§ TASK DETAILS
In the entries below, find the line with "path.moveTo(r[0], r[1]);" and the line with "ctx.fill(path, 'evenodd');". Return those two lines and all lines between them, exactly.

§ LISTED RECORDS
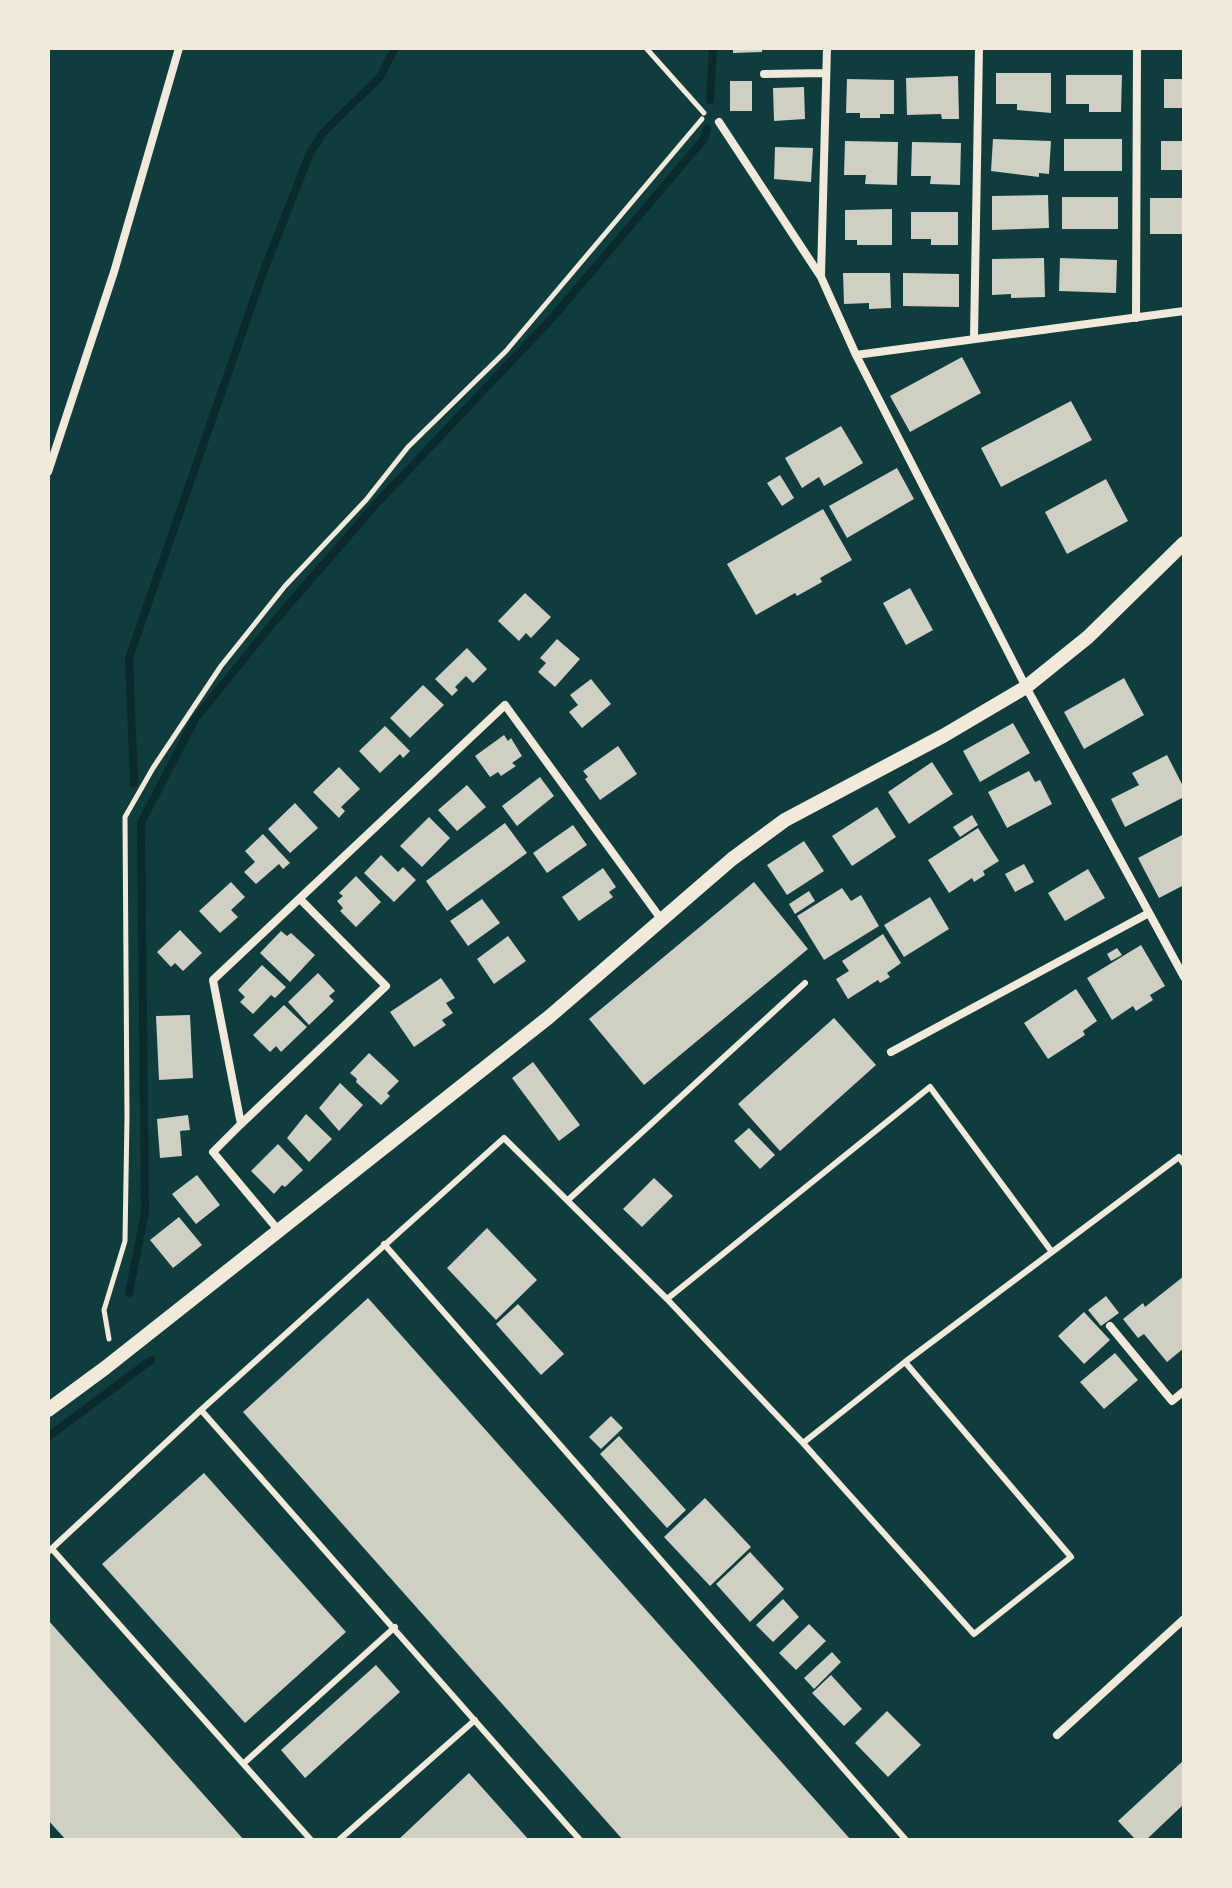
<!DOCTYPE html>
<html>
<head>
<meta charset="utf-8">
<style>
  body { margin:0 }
  #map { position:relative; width:1232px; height:1888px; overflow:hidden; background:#0f3d3e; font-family:"Public Sans",sans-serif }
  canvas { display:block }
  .frame { position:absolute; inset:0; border:50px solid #f1e9da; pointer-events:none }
</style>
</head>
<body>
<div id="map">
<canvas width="1232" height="1888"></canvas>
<div class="frame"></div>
</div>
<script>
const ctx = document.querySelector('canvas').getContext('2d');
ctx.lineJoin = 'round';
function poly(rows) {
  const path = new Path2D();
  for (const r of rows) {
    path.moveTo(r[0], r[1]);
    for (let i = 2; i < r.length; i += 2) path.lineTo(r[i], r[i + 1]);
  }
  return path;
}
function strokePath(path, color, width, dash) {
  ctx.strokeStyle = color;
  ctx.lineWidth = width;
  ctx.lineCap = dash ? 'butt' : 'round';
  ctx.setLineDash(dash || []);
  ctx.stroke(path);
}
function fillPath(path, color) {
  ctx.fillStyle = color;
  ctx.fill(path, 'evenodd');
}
const stream = poly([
  [710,100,713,48],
  [134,783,129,658,264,270,310,153,323,133,380,77,395,48],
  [129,1293,145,1212,141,823,195,719,277,618,378,502,553,317,704,139,707,129],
  [48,1437,151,1360]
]);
const building = poly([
  [733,48,762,48,762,52,733,53],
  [996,73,1051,73,1051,113,1017,110,1017,104,996,104],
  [1066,75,1122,75,1121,112,1089,112,1089,104,1066,104],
  [958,76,959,119,942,119,941,114,907,115,906,78],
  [847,79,894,80,894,114,880,114,880,118,860,118,860,113,846,113],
  [1164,79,1184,79,1184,108,1164,108],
  [730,81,752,81,752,111,730,111],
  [804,87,805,119,774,121,773,88],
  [993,139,1051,141,1049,174,1039,173,1039,177,991,171],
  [1064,139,1122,139,1122,171,1064,171],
  [845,141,898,142,897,185,865,184,866,175,844,175],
  [1161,141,1184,141,1184,170,1161,170],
  [912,142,961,143,960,185,930,184,931,176,911,176],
  [775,147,813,148,811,182,774,179],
  [1048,195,1049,228,992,230,992,196],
  [1062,197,1118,197,1118,229,1062,229],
  [1150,198,1184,198,1184,234,1150,234],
  [892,209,892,245,857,245,857,240,845,240,845,210],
  [911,212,958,212,958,245,931,245,931,239,911,239],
  [1044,258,1045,297,1011,298,1011,294,992,295,992,259],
  [1060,258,1117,260,1116,293,1059,291],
  [843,273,890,273,891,308,869,309,869,303,844,304],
  [903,273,959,274,959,307,903,306],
  [962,357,981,393,910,432,890,396],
  [1071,401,1092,440,1001,487,981,448],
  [841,426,863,463,824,486,819,477,802,488,785,458],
  [897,468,914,499,847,538,829,506],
  [780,475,794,498,782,506,767,483],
  [1106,479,1128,521,1067,554,1045,512],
  [823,509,852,560,820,578,822,582,797,596,795,593,756,615,727,564],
  [910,588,933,630,906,645,883,603],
  [525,593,551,617,531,638,526,633,519,641,498,621],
  [557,639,580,659,555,687,538,672,546,663,540,658],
  [467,648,487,669,473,683,466,676,455,687,458,690,452,696,435,679],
  [1124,678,1144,715,1084,749,1064,712],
  [591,679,611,704,582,728,569,712,578,705,570,695],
  [423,685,444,705,410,738,390,718],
  [1013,723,1030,753,980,782,963,751],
  [385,726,410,751,403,758,400,754,380,773,359,751],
  [504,735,508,741,511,738,522,756,512,763,516,766,501,776,498,772,490,777,475,756],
  [618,746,637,774,600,800,585,779,588,777,583,771],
  [1167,755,1184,788,1184,797,1125,827,1111,799,1139,785,1132,773],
  [932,762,953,794,909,824,888,792],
  [339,767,360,789,341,807,345,811,339,818,313,792],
  [1029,771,1035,782,1040,780,1052,804,1007,828,988,792],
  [540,777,554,796,517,826,502,806],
  [467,785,486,807,457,831,438,810],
  [295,803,318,828,290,853,268,829],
  [877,807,896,837,852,866,832,836],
  [972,815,978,825,960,837,953,827],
  [429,817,450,838,422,867,400,846],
  [505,823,527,853,447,911,426,881],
  [573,825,587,845,547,873,533,853],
  [978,828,999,861,983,871,985,875,974,882,972,878,949,893,928,860],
  [263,834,290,863,283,869,279,864,256,884,244,872,255,862,245,851],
  [1184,834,1184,885,1159,898,1138,858],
  [804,841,824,871,787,895,767,865],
  [381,855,398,872,403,867,416,880,394,902,364,873],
  [1024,864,1034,882,1015,892,1005,874],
  [603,868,616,887,609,892,613,897,579,921,562,897],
  [1088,869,1105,898,1065,921,1048,893],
  [356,876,381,902,356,927,340,911,343,908,337,901,343,896,339,893],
  [231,882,245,897,231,910,238,917,220,933,199,911],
  [754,882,808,949,644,1085,589,1019],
  [842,888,851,901,861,895,879,926,824,960,797,916],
  [809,891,815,901,795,914,789,904],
  [930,897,949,929,904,957,884,925],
  [482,899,500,923,468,946,450,921],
  [180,930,202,953,183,971,175,963,171,967,157,952],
  [281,931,287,936,291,933,315,955,290,982,260,953],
  [883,934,901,963,887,973,890,977,880,983,878,980,848,999,836,979,849,971,842,961],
  [508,936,526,961,494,984,477,959],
  [1141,945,1165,986,1150,995,1153,1000,1136,1011,1133,1006,1112,1020,1087,978],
  [1117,948,1122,955,1111,961,1107,954],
  [262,965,286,987,275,998,271,995,253,1014,240,1002,245,997,238,990],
  [318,973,335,991,329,996,334,1001,309,1025,288,1002],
  [441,978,455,998,446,1003,453,1013,442,1020,446,1025,414,1047,390,1012],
  [1076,989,1097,1021,1083,1031,1085,1035,1048,1059,1024,1023],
  [284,1005,307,1027,281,1052,276,1046,270,1052,253,1035],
  [190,1015,193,1078,159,1080,156,1016],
  [834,1018,876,1065,780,1151,738,1104],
  [369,1053,399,1081,387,1093,390,1096,381,1105,356,1082,357,1079,350,1073],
  [533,1062,580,1125,559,1141,512,1078],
  [340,1083,363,1105,339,1131,319,1108],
  [306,1114,332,1139,309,1162,287,1138],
  [188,1115,190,1130,180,1131,182,1156,160,1158,157,1119],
  [749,1128,775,1155,760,1169,734,1141],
  [278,1144,303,1170,285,1187,282,1185,274,1194,251,1171],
  [197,1175,220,1205,196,1224,172,1194],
  [654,1178,673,1196,642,1227,623,1209],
  [179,1217,202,1245,173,1268,150,1240],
  [487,1228,537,1280,496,1320,447,1268],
  [1184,1276,1184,1348,1167,1362,1144,1334,1138,1338,1123,1319,1143,1303,1145,1307],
  [1106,1296,1119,1313,1101,1326,1088,1310],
  [368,1298,851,1840,623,1840,243,1412],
  [518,1304,564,1354,541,1375,496,1324],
  [1084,1312,1110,1340,1084,1364,1058,1336],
  [1115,1353,1138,1380,1104,1409,1080,1382],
  [611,1416,623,1428,601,1449,589,1437],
  [619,1436,686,1510,667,1528,600,1454],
  [204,1473,346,1632,245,1723,102,1564],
  [705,1498,751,1547,710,1586,664,1537],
  [750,1552,784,1589,750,1622,716,1584],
  [783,1599,799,1617,773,1642,756,1625],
  [48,1620,244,1840,66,1840,48,1820],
  [809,1624,826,1641,796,1670,779,1653],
  [832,1652,841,1662,814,1689,804,1678],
  [376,1665,400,1692,305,1778,281,1750],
  [831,1675,862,1709,844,1726,812,1693],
  [887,1711,921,1745,888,1777,855,1743],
  [1184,1760,1184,1804,1146,1840,1136,1840,1118,1821],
  [469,1773,529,1840,398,1840]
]);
const path = poly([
  [646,48,704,113],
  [109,1339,104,1310,125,1241,127,1117,125,817,153,768,221,666,285,586,366,500,408,447,506,351,702,119]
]);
const service = poly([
  [568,1200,805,983],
  [384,1244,906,1840],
  [667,1299,930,1087,1052,1252],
  [201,1410,580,1840],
  [803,1443,905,1362],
  [52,1549,311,1840],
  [48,1552,201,1410,504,1138,667,1299,803,1443,974,1634,1071,1557,905,1362,1179,1157,1184,1164],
  [244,1763,395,1627],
  [339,1840,475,1720]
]);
const minor = poly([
  [764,74,826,73],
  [719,122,821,277,856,355,1026,687,1184,977],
  [821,275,827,48],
  [1136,318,1137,48],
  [974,337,979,48],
  [856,355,1184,311],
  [48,472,114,272,179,48],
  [891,1052,1149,913],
  [241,1124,386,986,300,899],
  [279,1231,213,1152,241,1124,213,980,505,705,661,919],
  [1110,1326,1172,1401,1184,1391],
  [1057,1735,1184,1619]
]);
const tertiary = poly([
  [48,1410,105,1368,549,1017,732,859,785,820,943,736,1026,687,1088,637,1184,543]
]);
strokePath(stream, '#0a2a2b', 8);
fillPath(building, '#cfcfc3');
strokePath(path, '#f1e9da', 5);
strokePath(service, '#f1e9da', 6);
strokePath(minor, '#f1e9da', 8);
strokePath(tertiary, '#f1e9da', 14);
</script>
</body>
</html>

§ EXPECTED ANSWER
    path.moveTo(r[0], r[1]);
    for (let i = 2; i < r.length; i += 2) path.lineTo(r[i], r[i + 1]);
  }
  return path;
}
function strokePath(path, color, width, dash) {
  ctx.strokeStyle = color;
  ctx.lineWidth = width;
  ctx.lineCap = dash ? 'butt' : 'round';
  ctx.setLineDash(dash || []);
  ctx.stroke(path);
}
function fillPath(path, color) {
  ctx.fillStyle = color;
  ctx.fill(path, 'evenodd');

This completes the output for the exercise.